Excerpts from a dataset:
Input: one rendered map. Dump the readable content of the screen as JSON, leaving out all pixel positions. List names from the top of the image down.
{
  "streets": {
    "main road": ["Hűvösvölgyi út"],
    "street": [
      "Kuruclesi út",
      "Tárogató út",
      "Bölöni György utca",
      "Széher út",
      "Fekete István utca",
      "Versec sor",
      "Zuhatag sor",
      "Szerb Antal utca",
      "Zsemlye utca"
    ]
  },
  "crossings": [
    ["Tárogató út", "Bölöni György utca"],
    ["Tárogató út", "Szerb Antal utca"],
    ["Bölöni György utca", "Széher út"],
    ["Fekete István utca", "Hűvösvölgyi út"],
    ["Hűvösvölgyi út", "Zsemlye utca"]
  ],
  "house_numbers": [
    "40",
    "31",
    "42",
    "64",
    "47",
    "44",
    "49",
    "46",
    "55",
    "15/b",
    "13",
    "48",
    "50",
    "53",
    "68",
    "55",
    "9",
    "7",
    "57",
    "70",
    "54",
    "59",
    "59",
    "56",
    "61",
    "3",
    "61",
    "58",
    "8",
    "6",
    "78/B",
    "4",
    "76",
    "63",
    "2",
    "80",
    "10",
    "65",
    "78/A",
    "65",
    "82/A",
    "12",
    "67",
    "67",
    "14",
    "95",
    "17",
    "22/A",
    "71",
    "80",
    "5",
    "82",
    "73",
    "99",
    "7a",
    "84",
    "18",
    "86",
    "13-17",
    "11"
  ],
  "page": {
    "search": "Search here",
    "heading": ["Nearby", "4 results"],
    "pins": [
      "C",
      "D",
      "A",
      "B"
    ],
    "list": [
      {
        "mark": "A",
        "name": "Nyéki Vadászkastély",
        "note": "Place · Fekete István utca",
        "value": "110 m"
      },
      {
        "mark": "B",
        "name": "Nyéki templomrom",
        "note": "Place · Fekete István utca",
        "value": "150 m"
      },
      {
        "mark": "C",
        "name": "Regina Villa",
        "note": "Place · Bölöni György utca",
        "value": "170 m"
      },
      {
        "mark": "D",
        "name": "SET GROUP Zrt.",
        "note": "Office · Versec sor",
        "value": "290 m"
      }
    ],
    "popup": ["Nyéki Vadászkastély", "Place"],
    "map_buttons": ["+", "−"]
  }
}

> [To do] Please set down each line of the records exactly as given.

> [Solution for this task]
Input: one rendered map. Dump the readable content of the screen as JSON, leaving out all pixel positions. List names from the top of the image down.
{
  "streets": {
    "main road": ["Hűvösvölgyi út"],
    "street": [
      "Kuruclesi út",
      "Tárogató út",
      "Bölöni György utca",
      "Széher út",
      "Fekete István utca",
      "Versec sor",
      "Zuhatag sor",
      "Szerb Antal utca",
      "Zsemlye utca"
    ]
  },
  "crossings": [
    ["Tárogató út", "Bölöni György utca"],
    ["Tárogató út", "Szerb Antal utca"],
    ["Bölöni György utca", "Széher út"],
    ["Fekete István utca", "Hűvösvölgyi út"],
    ["Hűvösvölgyi út", "Zsemlye utca"]
  ],
  "house_numbers": [
    "40",
    "31",
    "42",
    "64",
    "47",
    "44",
    "49",
    "46",
    "55",
    "15/b",
    "13",
    "48",
    "50",
    "53",
    "68",
    "55",
    "9",
    "7",
    "57",
    "70",
    "54",
    "59",
    "59",
    "56",
    "61",
    "3",
    "61",
    "58",
    "8",
    "6",
    "78/B",
    "4",
    "76",
    "63",
    "2",
    "80",
    "10",
    "65",
    "78/A",
    "65",
    "82/A",
    "12",
    "67",
    "67",
    "14",
    "95",
    "17",
    "22/A",
    "71",
    "80",
    "5",
    "82",
    "73",
    "99",
    "7a",
    "84",
    "18",
    "86",
    "13-17",
    "11"
  ],
  "page": {
    "search": "Search here",
    "heading": ["Nearby", "4 results"],
    "pins": [
      "C",
      "D",
      "A",
      "B"
    ],
    "list": [
      {
        "mark": "A",
        "name": "Nyéki Vadászkastély",
        "note": "Place · Fekete István utca",
        "value": "110 m"
      },
      {
        "mark": "B",
        "name": "Nyéki templomrom",
        "note": "Place · Fekete István utca",
        "value": "150 m"
      },
      {
        "mark": "C",
        "name": "Regina Villa",
        "note": "Place · Bölöni György utca",
        "value": "170 m"
      },
      {
        "mark": "D",
        "name": "SET GROUP Zrt.",
        "note": "Office · Versec sor",
        "value": "290 m"
      }
    ],
    "popup": ["Nyéki Vadászkastély", "Place"],
    "map_buttons": ["+", "−"]
  }
}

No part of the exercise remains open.